VozDiPovo-Online
- Type: Online
- Format: Cape Verdean
- Owner: Amílcar Tavares
- Founded: 5 July 2004
- Headquarters: Aveiro, Portugal
- Website: Official website

= VozDiPovo-Online =

VozDiPovo-Online (Capevedean Creole (main usage) for Voice of the People) is a Capeverdean online newspaper that covers top stories from Cape Verde and is based in Aveiro, Portugal. It serves the Capeverdean community in Portugal and has articles written in Portuguese and Capeverdean Creole and rarely English. Its founder is Amílcar Tavares, who is the current writer and editor-in-chief.

==Information==
The main topics includes stories from other Lusophone countries (even secondary), the CPLP, the remainder of Africa at the continental level, world stories and some stories from other parts of the Solar System.
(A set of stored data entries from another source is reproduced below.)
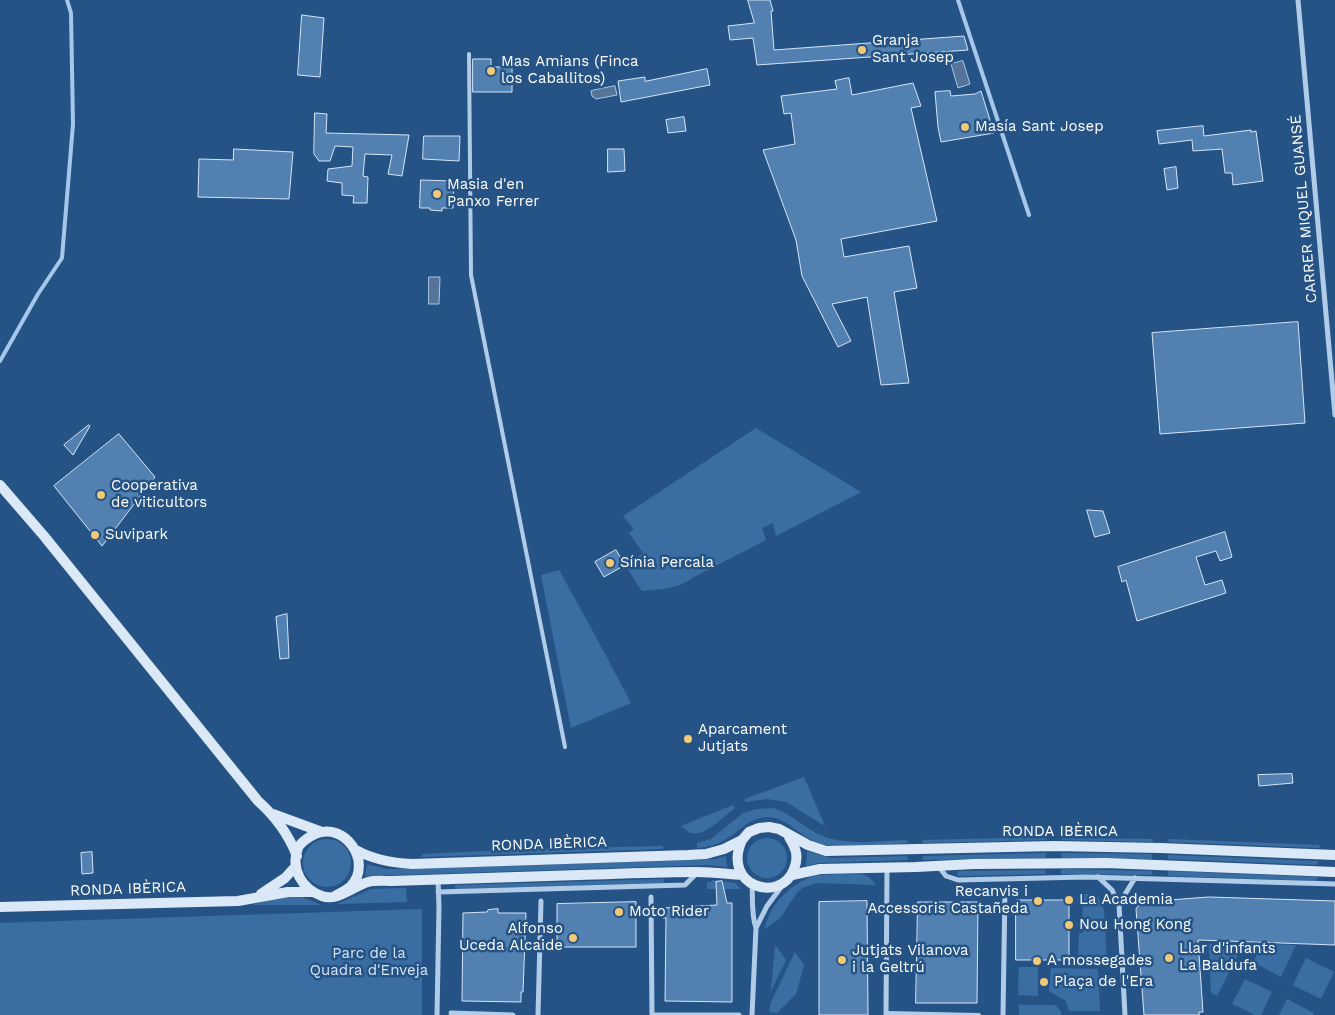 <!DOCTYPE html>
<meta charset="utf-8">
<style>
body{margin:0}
canvas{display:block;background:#265386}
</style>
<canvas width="1335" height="1015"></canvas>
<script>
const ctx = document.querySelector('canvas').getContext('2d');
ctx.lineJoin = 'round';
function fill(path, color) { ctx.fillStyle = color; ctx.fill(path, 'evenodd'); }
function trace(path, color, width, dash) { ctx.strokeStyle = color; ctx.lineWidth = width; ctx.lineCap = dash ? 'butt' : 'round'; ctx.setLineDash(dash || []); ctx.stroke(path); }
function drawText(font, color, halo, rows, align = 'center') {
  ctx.font = font + ' "Work Sans",sans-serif'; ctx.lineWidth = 5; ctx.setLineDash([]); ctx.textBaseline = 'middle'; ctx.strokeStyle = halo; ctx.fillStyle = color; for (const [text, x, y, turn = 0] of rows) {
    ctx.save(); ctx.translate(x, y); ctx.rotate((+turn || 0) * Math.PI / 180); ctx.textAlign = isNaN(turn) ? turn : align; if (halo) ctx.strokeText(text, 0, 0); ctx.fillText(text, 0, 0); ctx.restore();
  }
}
const green = new Path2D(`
 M 756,428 L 861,492 L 776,536 L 773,523 L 762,528 L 766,540 L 692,578 C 679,589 659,589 642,591 L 625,565 L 643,553 L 629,533 L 634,529 L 623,516 Z
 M 559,570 L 596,637 L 631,703 L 571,728 L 541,575 Z
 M 804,777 L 825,826 L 786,802 L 767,799 L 745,802 L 745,799 Z
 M 733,805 L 735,808 C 725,815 705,837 691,833 C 688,832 684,828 681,826 Z
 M 773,808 C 793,814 806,830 823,836 C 848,846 880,841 907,840 L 908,843 C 880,844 842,851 816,842 C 800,836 787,818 769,817 C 749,817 741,831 726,839 C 717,845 707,847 697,848 L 697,843 L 711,839 L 743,813 L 757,809 Z
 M 1047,837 L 1047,840 L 923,843 L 922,840 Z
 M747 858a20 20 0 1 1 40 0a20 20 0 1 1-40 0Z
 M 1062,838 L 1153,839 L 1153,842 L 1062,840 Z
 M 1168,839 L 1319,845 L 1320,848 L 1169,842 Z
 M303 863a24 24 0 1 1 48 0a24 24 0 1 1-48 0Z
 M 663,846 L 663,849 L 422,857 L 422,854 L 531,849 Z
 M 807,851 L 831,858 L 907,856 L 908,860 L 819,863 L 806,866 Z
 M 1046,853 L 1046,858 L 923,860 L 923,856 Z
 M 1061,853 L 1152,854 L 1152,859 L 1062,858 Z
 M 1168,855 L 1318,861 L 1318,865 L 1168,859 Z
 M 726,856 L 727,867 L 708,865 L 365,876 L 367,864 L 386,869 L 406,869 L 696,860 L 715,859 Z
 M 1061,869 L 1152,871 L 1152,875 L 1061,874 Z
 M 1045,870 L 1046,874 L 958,876 L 957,873 L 959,871 Z
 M 1168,871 L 1317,877 L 1317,881 L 1168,876 Z
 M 861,874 L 869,877 L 876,885 L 817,883 L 802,888 L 796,894 L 781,917 L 765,929 C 768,906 791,883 814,876 C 828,873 846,875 861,874 Z
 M 664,879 L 664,883 L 455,889 L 455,885 Z
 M 714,880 L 735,883 L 741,889 L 707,889 L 707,883 Z
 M 406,888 L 407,902 L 337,904 L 371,889 Z
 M 1082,894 L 1091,894 L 1098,897 L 1104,910 L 1107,961 L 1078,960 L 1079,933 L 1083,933 Z
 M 297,895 L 322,905 L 252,905 L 280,897 Z
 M 422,909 L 422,1015 L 0,1015 L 0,923 Z
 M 1209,944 L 1243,945 L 1217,996 L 1211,993 Z
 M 1263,944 L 1296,945 L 1281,977 L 1253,962 Z
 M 775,945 L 786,960 L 771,991 Z
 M 795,952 L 804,965 L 796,994 L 777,1013 L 769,1012 L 771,1002 Z
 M 1306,958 L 1334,972 L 1321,999 L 1293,985 Z
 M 1019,967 L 1038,967 L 1038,996 L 1018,995 Z
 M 1051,968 L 1098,969 L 1100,1011 L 1069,1011 L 1066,1001 L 1049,991 Z
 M 1245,979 L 1272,992 L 1261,1015 L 1255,1015 L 1232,1004 Z
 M 1287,999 L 1314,1013 L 1313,1015 L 1279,1015 Z
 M 1019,1004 L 1022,1005 L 1055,1005 L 1061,1011 L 1061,1015 L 1019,1015 Z`);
const water = new Path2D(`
 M 963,61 L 970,84 L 958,88 L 951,64 Z
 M 615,86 L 617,95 L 596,99 L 592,96 L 591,91 Z
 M 429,277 L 440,277 L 439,304 L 429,304 Z`);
const stream = new Path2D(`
 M 958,0 L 1029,215
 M 0,361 L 38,294 L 62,258 L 73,124 L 71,13 L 67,0`);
const building = new Path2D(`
 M 748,0 L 770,0 L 773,11 L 771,11 L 774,50 L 964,36 L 968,50 L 757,65 L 753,38 L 730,40 L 728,26 L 754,23 Z
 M 302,15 L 324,18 L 320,77 L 298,75 Z
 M 473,59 L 491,59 L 491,67 L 512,67 L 512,92 L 473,92 Z
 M 707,69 L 710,85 L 621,102 L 618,81 L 645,77 L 645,81 Z
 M 849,78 L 852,95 L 913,83 L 921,106 L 911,108 L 937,221 L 841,239 L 844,257 L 909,246 L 917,288 L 894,292 L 909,383 L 881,385 L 867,297 L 832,304 L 851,341 L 838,347 L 802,276 L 796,240 L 763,150 L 795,144 L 791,113 L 784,114 L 781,96 L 837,89 L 835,81 Z
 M 950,91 L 951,96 L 975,94 L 981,91 L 994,133 L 941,142 L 938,127 L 935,92 Z
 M 315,113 L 327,114 L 326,133 L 409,135 L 402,176 L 388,174 L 392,155 L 365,154 L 363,176 L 368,177 L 367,203 L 353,203 L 354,196 L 342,195 L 342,183 L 327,181 L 328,169 L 352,166 L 353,147 L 335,146 L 330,161 L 319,161 L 314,154 Z
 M 684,117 L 686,131 L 668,133 L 666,120 Z
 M 1203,126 L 1204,136 L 1251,130 L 1251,132 L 1256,131 L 1263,181 L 1233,185 L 1232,173 L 1225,173 L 1222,149 L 1193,151 L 1192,140 L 1159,144 L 1157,131 Z
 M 424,136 L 460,136 L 459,161 L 423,159 Z
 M 234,149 L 293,152 L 289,199 L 198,197 L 199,159 L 233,160 Z
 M 608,149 L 624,149 L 625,171 L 608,172 Z
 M 1176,167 L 1178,188 L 1167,190 L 1164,169 Z
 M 421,180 L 454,181 L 453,208 L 442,208 L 442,211 L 430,210 L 430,208 L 420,208 Z
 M 1298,322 L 1305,423 L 1160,434 L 1152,333 Z
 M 89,425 L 90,426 L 73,455 L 64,445 Z
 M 119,434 L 155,477 L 102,546 L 54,486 Z
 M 1087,510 L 1103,511 L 1110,533 L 1095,537 Z
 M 1225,532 L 1232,557 L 1220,561 L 1216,551 L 1196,557 L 1205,585 L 1222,580 L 1226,593 L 1137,621 L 1126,580 L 1122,582 L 1118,567 Z
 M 616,550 L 625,565 L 604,577 L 595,562 Z
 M 287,614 L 289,658 L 280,659 L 276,617 Z
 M 1292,774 L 1293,783 L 1259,786 L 1258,775 Z
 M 92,852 L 93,873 L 82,874 L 81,853 Z
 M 722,881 L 727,903 L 732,903 L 732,1002 L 665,1001 L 666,918 L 663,918 L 663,908 L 717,905 L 716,882 Z
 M 1209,897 L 1335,901 L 1335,945 L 1198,940 L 1203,1012 L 1199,1012 L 1199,1015 L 1144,1015 L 1136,909 L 1138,906 L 1145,902 Z
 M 1016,900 L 1069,900 L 1069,960 L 1016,960 Z
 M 867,901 L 868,1015 L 819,1015 L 819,902 Z
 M 636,902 L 636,947 L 557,947 L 557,904 Z
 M 918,902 L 978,902 L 977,1003 L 916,1003 Z
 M 498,909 L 498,913 L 526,913 L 523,992 L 521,992 L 521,1002 L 462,1001 L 463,913 L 487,912 L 488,910 Z`);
const lane = new Path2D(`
 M 469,54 L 471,275 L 565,747
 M 886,1013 L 979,1015`);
const street = new Path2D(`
 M 1298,0 L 1335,415
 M 939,867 L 946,876 L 958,880 L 1085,877 L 1335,884
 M 1098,877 L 1112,890 L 1119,904 L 1125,1015
 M 752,884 C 753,899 751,914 756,928 L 752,1015
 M 438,892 L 685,885 L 697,873
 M 651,897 L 652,1015
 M 1119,904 L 1135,878
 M 756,928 L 767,906 L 782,886
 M 451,1013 L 513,1015
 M 437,1015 L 439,907 L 438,879
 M 538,1015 L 541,901
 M 652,1015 L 739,1015
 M 886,1015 L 887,868
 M 1003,1015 L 1005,890`);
const secondary = new Path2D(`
 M 0,485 L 44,536 L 258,801 C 276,817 288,833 297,856
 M 273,814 L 322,832
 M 742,840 C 721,887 781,904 794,869 C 799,857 796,848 789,837
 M 356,850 C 374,860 392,863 412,864 L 688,855 L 706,854 L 724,849 L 742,840 L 749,832 L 759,828 L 769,827 L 779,829 L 808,845 L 826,851 L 1054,846 L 1161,848 L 1335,855
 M 792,875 L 820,869 L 916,867 L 974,864 L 1106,863 L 1335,872
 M 261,894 L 285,878 L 295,867
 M 335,896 C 340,893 347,890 351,886 C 373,862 345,821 315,834 C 310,836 300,843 298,848 C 290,869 302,889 322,896 C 337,902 354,886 368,882 C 375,880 383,881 391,881 C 454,879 516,877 579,875 C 618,874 658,872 697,872 C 712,872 727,874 742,875
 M 0,907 L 238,901 L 288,892 L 312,892`);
const markers = [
 [862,50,5,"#f2c976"],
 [491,71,5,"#f2c976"],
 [965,127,5,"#f2c976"],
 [437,194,5,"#f2c976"],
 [101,495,5,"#f2c976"],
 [95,535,5,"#f2c976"],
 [610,563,5,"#f2c976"],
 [688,739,5,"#f2c976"],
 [1069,900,5,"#f2c976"],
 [1038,901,5,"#f2c976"],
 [619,912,5,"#f2c976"],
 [1069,925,5,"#f2c976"],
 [573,938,5,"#f2c976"],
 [1169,958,5,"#f2c976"],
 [842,960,5,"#f2c976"],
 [1037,961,5,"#f2c976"],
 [1044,982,5,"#f2c976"]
];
const poiNames = [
 ["Granja",872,41],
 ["Sant Josep",872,58],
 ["Mas Amians (Finca",501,62],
 ["los Caballitos)",501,79],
 ["Masía Sant Josep",975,127],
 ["Masia d'en",447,185],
 ["Panxo Ferrer",447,202],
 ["Cooperativa",111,486],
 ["de viticultors",111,503],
 ["Suvipark",105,535],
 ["Sínia Percala",620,563],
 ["Aparcament",698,730],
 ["Jutjats",698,747],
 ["Recanvis i",1028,892,"right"],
 ["Accessoris Castañeda",1028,909,"right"],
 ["La Academia",1079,900],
 ["Moto Rider",629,912],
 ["Nou Hong Kong",1079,925],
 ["Alfonso",563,929,"right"],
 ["Uceda Alcaide",563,946,"right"],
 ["Llar d'infants",1179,949],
 ["La Baldufa",1179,966],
 ["Jutjats Vilanova",852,951],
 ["i la Geltrú",852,968],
 ["A mossegades",1047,961],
 ["Plaça de l'Era",1054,982]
];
const streetNames = [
 ["CARRER MIQUEL GUANSÉ",1304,209,-95],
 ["RONDA IBÈRICA",1060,832],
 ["RONDA IBÈRICA",549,844,-2],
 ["RONDA IBÈRICA",128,889,-2]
];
const parkNames = [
 ["Parc de la",369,954],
 ["Quadra d'Enveja",369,971]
];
fill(green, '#3a6ea3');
fill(water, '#557498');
trace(water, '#a5c7e9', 1);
trace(stream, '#a5c7e9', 4);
fill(building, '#5280b0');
trace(building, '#d5e5f7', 1);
trace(lane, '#b1cce8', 4);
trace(street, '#b1cce8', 5);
trace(secondary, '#dbe8f7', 10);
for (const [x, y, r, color] of markers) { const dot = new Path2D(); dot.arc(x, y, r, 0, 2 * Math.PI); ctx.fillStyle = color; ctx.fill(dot); trace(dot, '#265386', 2); }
drawText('15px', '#fff', '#265386', poiNames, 'left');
drawText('15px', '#fff', '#265386', streetNames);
drawText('15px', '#d5e5f7', '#265386', parkNames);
</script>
It also covers other topics including society, culture, economy and sports. The newspaper is divided into sections including Cape Verde, the Forum, National football (soccer) teams, Opinion Forms, GigaVoz and the Letter's Voice.

==Writers==
Some of its writers include Amilcar Aristides Monteiro, Edson Medina, Fernando Elísio Freire, José Maria Veiga, Lamanary Pina, Luís Carlos Silva and Onuana Varelis.